Si alguien está en tratamiento, no te avergüences de pedir ayuda. Tu equipo está ahí para eso, no para juzgarte.
HERNAN VELASQUEZ
enero 22, 2026 AT 10:36Me parece que lo más importante aquí no es el tratamiento, sino la cultura de atención. En Argentina, muchos pacientes no llaman hasta que están en crisis porque tienen miedo de ser una molestia. La inmunoterapia no es solo un fármaco, es un compromiso de todo el sistema de salud. Si el paciente no se siente escuchado, no importa cuántos protocolos tengas. La empatía es el primer medicamento.
Brittney Fernandez
enero 23, 2026 AT 13:59IL-17 como biomarcador? Genial! Esto es lo que necesitamos, precision medicine real! Ya no más trial and error, ahora podemos predecir quién va a tener un irAE grave antes de empezar. Esto va a cambiar todo, los ensayos clínicos van a ser más seguros, los costos van a bajar, y los pacientes van a tener más opciones. ¡Hasta los seguros médicos van a tener que adaptarse! 🚀
Manuel Pérez Sánchez
enero 24, 2026 AT 12:24¡OJO! No subestimen el poder de las enfermeras. En mi centro, fue una enfermera la que detectó la primera señal de neumonitis en un paciente porque notó que su respiración era más superficial. No fue un análisis, no fue un escáner. Fue una mirada. Ellas son los ojos del equipo.

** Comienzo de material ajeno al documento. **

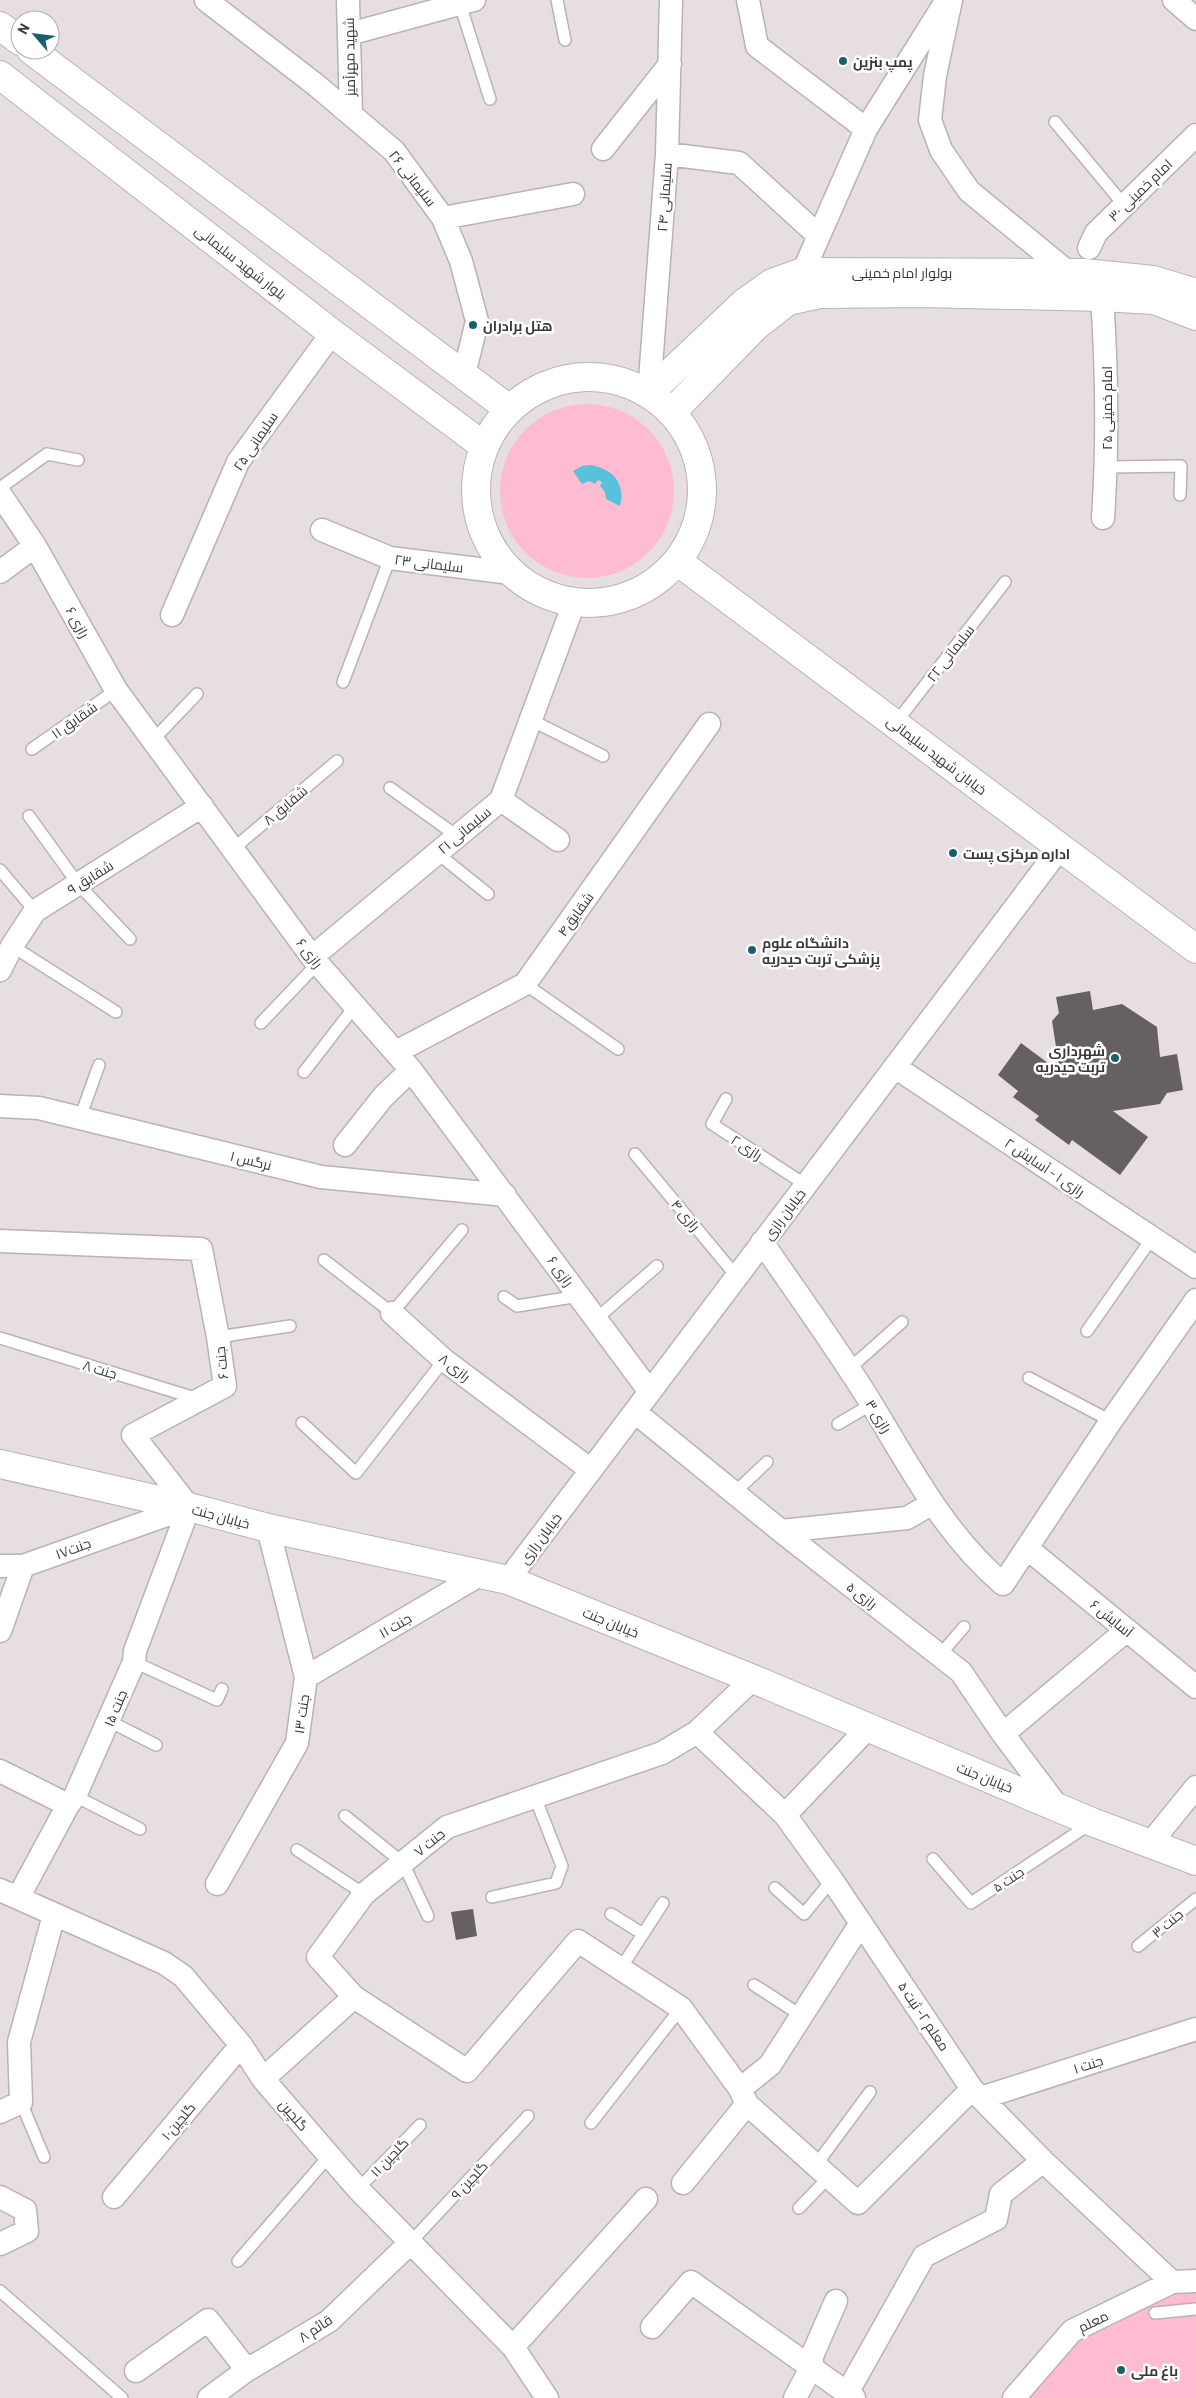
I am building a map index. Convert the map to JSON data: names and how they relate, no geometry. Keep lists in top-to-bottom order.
{
  "streets": {
    "main road": [
      "بلوار شهید سلیمانی",
      "بولوار امام خمینی",
      "خیابان شهید سلیمانی",
      "خیابان جنت"
    ],
    "street": [
      "شهید مهرآمیز",
      "سلیمانی ۲۶",
      "امام خمینی ۳۰",
      "سلیمانی ۲۴",
      "امام خمینی ۲۵",
      "سلیمانی ۲۵",
      "سلیمانی ۲۳",
      "رازی ۶",
      "سلیمانی ۲۱",
      "شقایق ۹",
      "شقایق۴",
      "نرگس ۱",
      "رازی ۱ - آسایش ۲",
      "خیابان رازی",
      "جنت ۶",
      "رازی ۸",
      "رازی ۳",
      "جنت۱۷",
      "رازی ۵",
      "آسایش ۶",
      "جنت ۱۱",
      "جنت ۱۵",
      "جنت ۱۳",
      "جنت ۷",
      "معلم ۲- ثبت ۵",
      "جنت ۱",
      "گلچین",
      "گلچین۱۰",
      "معلم",
      "قائم ۸"
    ],
    "lane": [
      "سلیمانی ۲۲",
      "شقایق ۱۱",
      "شقایق ۸",
      "رازی ۲",
      "رازی ۴",
      "جنت ۸",
      "جنت ۵",
      "جنت ۳",
      "گلچین ۱۱",
      "گلچین ۹"
    ]
  },
  "crossings": [
    ["شهید مهرآمیز", "سلیمانی ۲۶"],
    ["سلیمانی ۲۴", "بولوار امام خمینی"],
    ["بلوار شهید سلیمانی", "سلیمانی ۲۵"],
    ["بولوار امام خمینی", "امام خمینی ۲۵"],
    ["رازی ۶", "شقایق ۱۱"],
    ["رازی ۶", "شقایق ۸"],
    ["رازی ۶", "سلیمانی ۲۱"],
    ["رازی ۶", "شقایق ۹"],
    ["رازی ۶", "شقایق۴"],
    ["رازی ۶", "نرگس ۱"],
    ["رازی ۶", "خیابان رازی"],
    ["سلیمانی ۲۲", "خیابان شهید سلیمانی"],
    ["خیابان شهید سلیمانی", "خیابان رازی"],
    ["رازی ۲", "خیابان رازی"],
    ["رازی ۱ - آسایش ۲", "خیابان رازی"],
    ["خیابان رازی", "رازی ۴"],
    ["خیابان رازی", "رازی ۸"],
    ["خیابان رازی", "رازی ۳"],
    ["خیابان رازی", "خیابان جنت"],
    ["خیابان رازی", "رازی ۵"],
    ["خیابان رازی", "جنت ۱۱"],
    ["جنت ۶", "جنت ۸"],
    ["جنت ۶", "خیابان جنت"],
    ["جنت ۶", "جنت۱۷"],
    ["جنت ۶", "جنت ۱۵"],
    ["رازی ۳", "آسایش ۶"],
    ["خیابان جنت", "جنت۱۷"],
    ["خیابان جنت", "رازی ۵"],
    ["خیابان جنت", "جنت ۱۱"],
    ["خیابان جنت", "جنت ۱۵"],
    ["خیابان جنت", "جنت ۱۳"],
    ["خیابان جنت", "جنت ۷"],
    ["خیابان جنت", "جنت ۵"],
    ["جنت۱۷", "جنت ۱۵"],
    ["جنت ۱۱", "جنت ۱۳"],
    ["جنت ۱۵", "گلچین"],
    ["جنت ۷", "معلم ۲- ثبت ۵"],
    ["معلم ۲- ثبت ۵", "جنت ۱"],
    ["معلم ۲- ثبت ۵", "معلم"],
    ["گلچین", "گلچین۱۰"],
    ["گلچین", "گلچین ۱۱"],
    ["گلچین", "گلچین ۹"],
    ["گلچین", "قائم ۸"],
    ["گلچین ۹", "قائم ۸"]
  ],
  "places": [
    "پمپ بنزین",
    "هتل برادران",
    "اداره مرکزی پست",
    "دانشگاه علوم پزشکی تربت حیدریه",
    "شهرداری تربت حیدریه",
    "باغ ملی"
  ],
  "north": "top left"
}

Si no las escuchas, estás perdiendo la primera línea de defensa. ¡Dale valor a quien está al lado del paciente todos los días!
Laura Battley
enero 25, 2026 AT 02:09¿Y qué pasa con los pacientes que desarrollan efectos secundarios crónicos y luego son abandonados por el sistema? ¿Quién los cuida cuando los corticoides los dejan con osteoporosis, diabetes, y una depresión que no se va? No se habla de esto. No se publica en los papers. Solo se celebra la supervivencia, pero no la vida que queda después. ¿Es esto realmente un triunfo? O solo una victoria parcial, con cicatrices que nadie quiere ver?
aguirre bibi
enero 25, 2026 AT 12:24Es curioso cómo llamamos a esto una 'terapia' cuando en realidad es un experimento masivo con seres humanos. ¿Quién decide qué vida vale la pena arriesgar? ¿Quién asume la responsabilidad moral de liberar un sistema inmunitario sin un manual claro de uso? Tal vez el cáncer no es el enemigo, sino nuestra arrogancia al creer que podemos dominar la biología sin pagar el precio.